6) Il 50,4% delle espressioni proposte è stata giudicata dai navigatori “poco volgare o offensiva” (punteggi da 0 a 1,4). Queste parole, di conseguenza, hanno perso buona parte della loro forza espressiva, degradandosi a espressioni colorite e graffianti ma non molto offensive o scandalose: fra queste, terrone, cazzo, merda, va’ a cagare, sfigato, crumiro, buffone, incazzoso, rifatta/siliconata, sbirro, ostia, che palle, ballista. È aumentata l’abitudine alle parolacce, sia per un loro uso più frequente (dal 1999 le parolacce sono state depenalizzate con una legge-delega) sia per effetto del mutare dei valori sociali: tangentaro è oggi considerato molto più offensivo di eretico.
7) Le categorie di insulti giudicate meno pesanti sono, in ordine decrescente, quelli classisti (pezzente, barbone, proletario), quelli etnici (negro, terrone) e quelli religiosi (talebano, bigotto). Il motivo? Oggi le differenze di classe sono diventate più sfumate, e c’è più tolleranza verso le diverse fedi religiose; per quanto riguarda le discriminazioni etniche, sono giudicate meno severamente, probabilmente perché non toccano direttamente gli italiani: i navigatori – con alcuni distinguo – hanno espresso scarsa immedesimazione verso il dramma degli stranieri di non sentirsi accettati e integrati.
Ma a che serve il volgarometro?
Può dare indicazioni utili, oltre che ai linguisti (per valutare se classificare una parola come spregiativa, descrittiva, offensiva…) e ai sociologi (per identificare e spiegare i valori morali e i tabù), anche ai giudici e agli educatori chiamati a esprimersi sulla carica di offensività di vari insulti (che però è determinata anche da altri fattori come il contesto, l’intenzione, il tipo di rapporto).
In mancanza di dati quantitativi, infatti, finora queste valutazioni si sono affidate alla percezione dei singoli, che non necessariamente riescono a fotografare la sensibilità di un’epoca.

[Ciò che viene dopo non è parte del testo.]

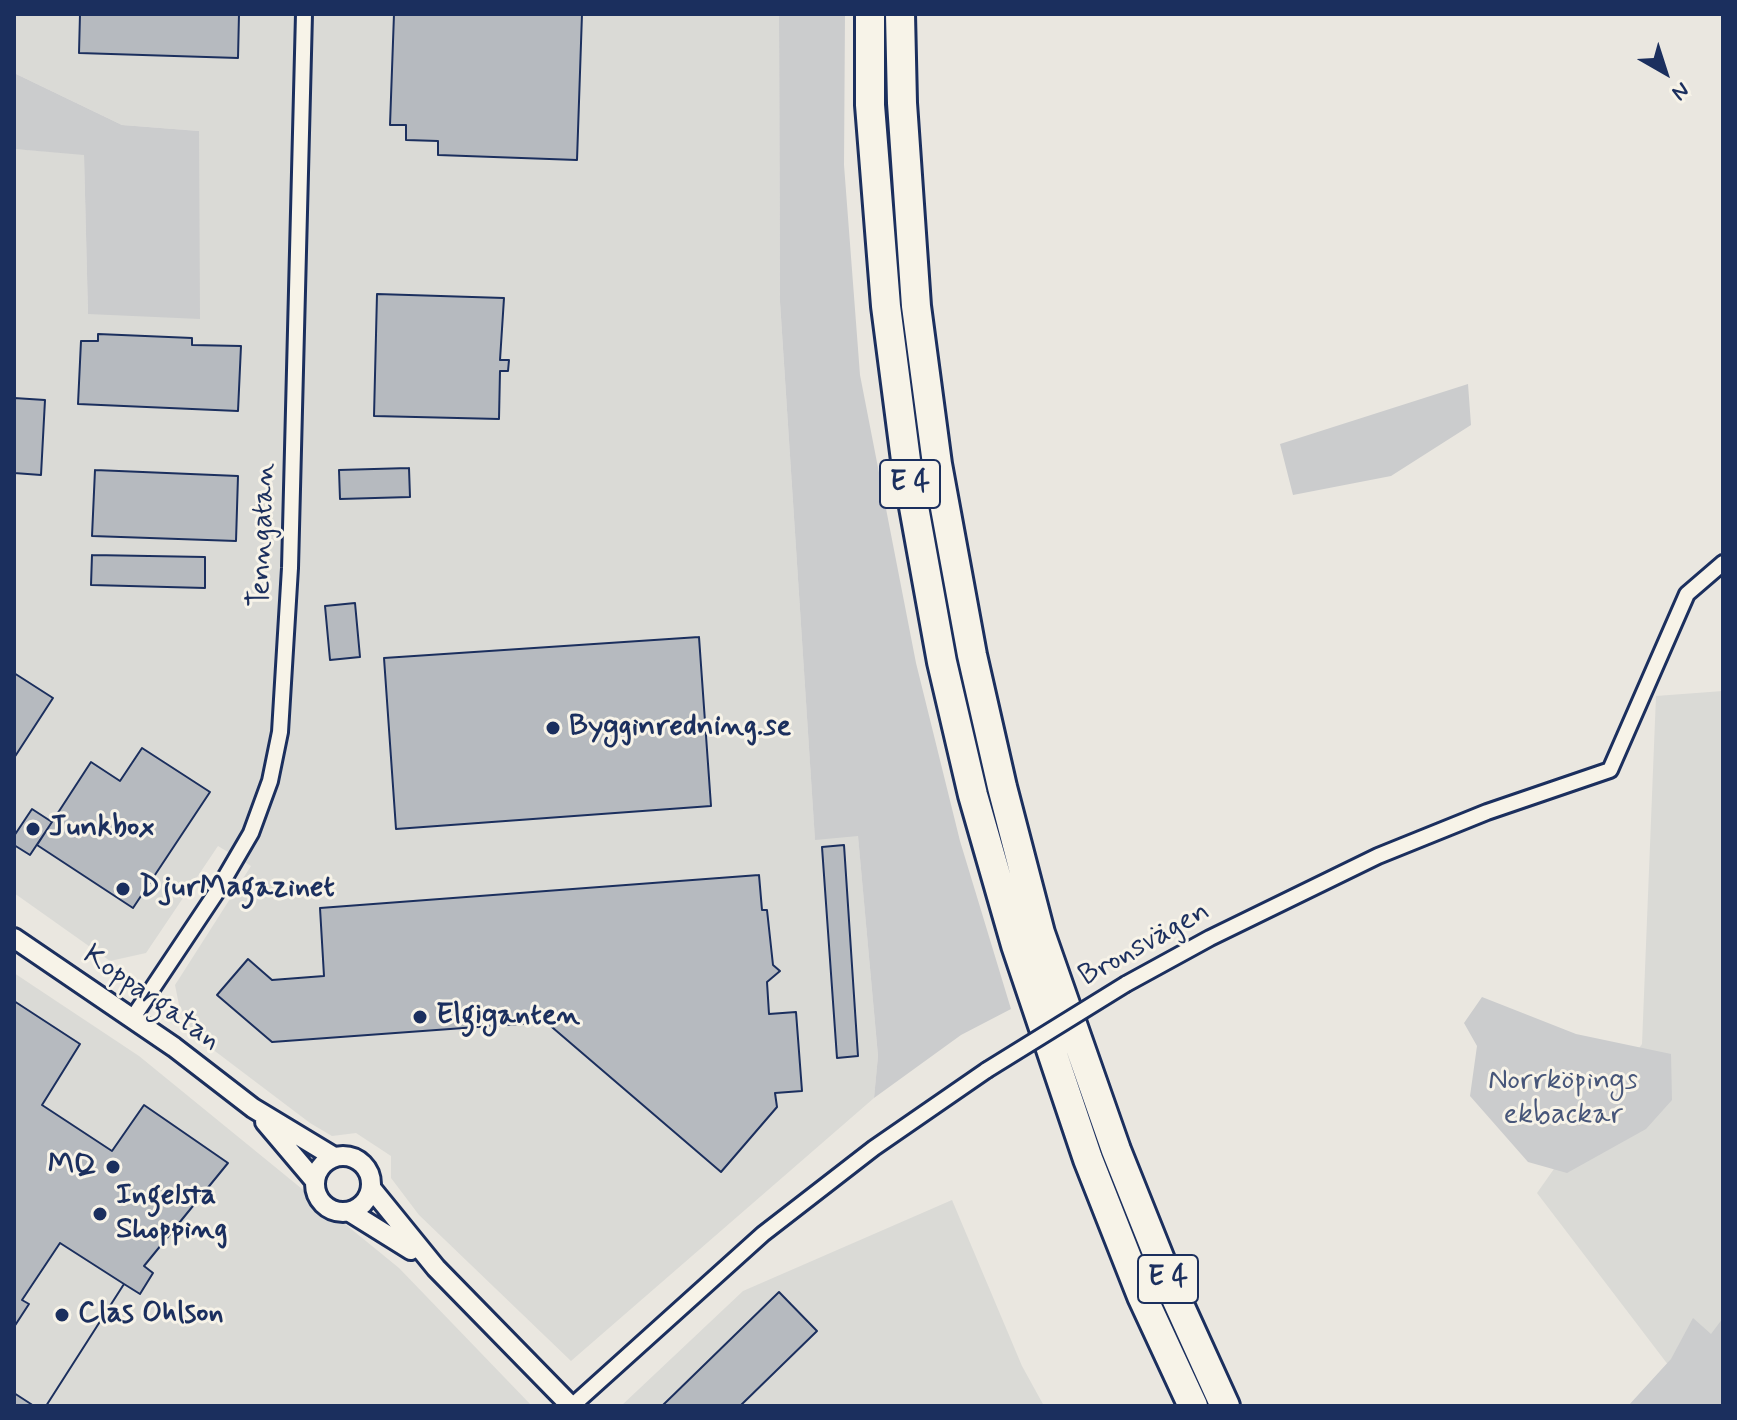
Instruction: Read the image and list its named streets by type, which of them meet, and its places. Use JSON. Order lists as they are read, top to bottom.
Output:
{
  "streets": {
    "highway": ["E 4"],
    "street": ["Tenngatan", "Bronsvägen", "Koppargatan"]
  },
  "crossings": [
    ["Tenngatan", "Koppargatan"]
  ],
  "parks": ["Norrköpings ekbackar"],
  "places": [
    "Bygginredning.se",
    "Junkbox",
    "DjurMagazinet",
    "Elgiganten",
    "MQ",
    "Ingelsta Shopping",
    "Clas Ohlson"
  ],
  "north": "bottom right"
}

Il volgarometro, inoltre, può essere utile anche ai traduttori. Non sempre, infatti, da una lingua all’altra esistono parolacce di significato equivalente: per esempio, nei Paesi del nord Europa ci sono molte meno espressioni volgari sui temi religiosi e sessuali. Con il volgarometro, i traduttori hanno uno strumento per scegliere parolacce dal significato diverso ma con una carica offensiva equivalente. A patto che siano fatti sondaggi analoghi in altre lingue.

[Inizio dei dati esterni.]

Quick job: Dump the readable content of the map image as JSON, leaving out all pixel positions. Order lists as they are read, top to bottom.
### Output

Proposta che lancerò al 3° Convegno internazionale sulle parolacce previsto a fine maggio all’università della Savoia a Chambéry (Francia), dove sarò l’unico relatore italiano.
In conclusione, ringrazio – oltre ai navigatori di Focus – quanti hanno collaborato al progetto: il direttore Sandro Boeri, la redazione di Focus.it, Francesca Tartamella per l’insostituibile apporto nell’elaborazione dei dati.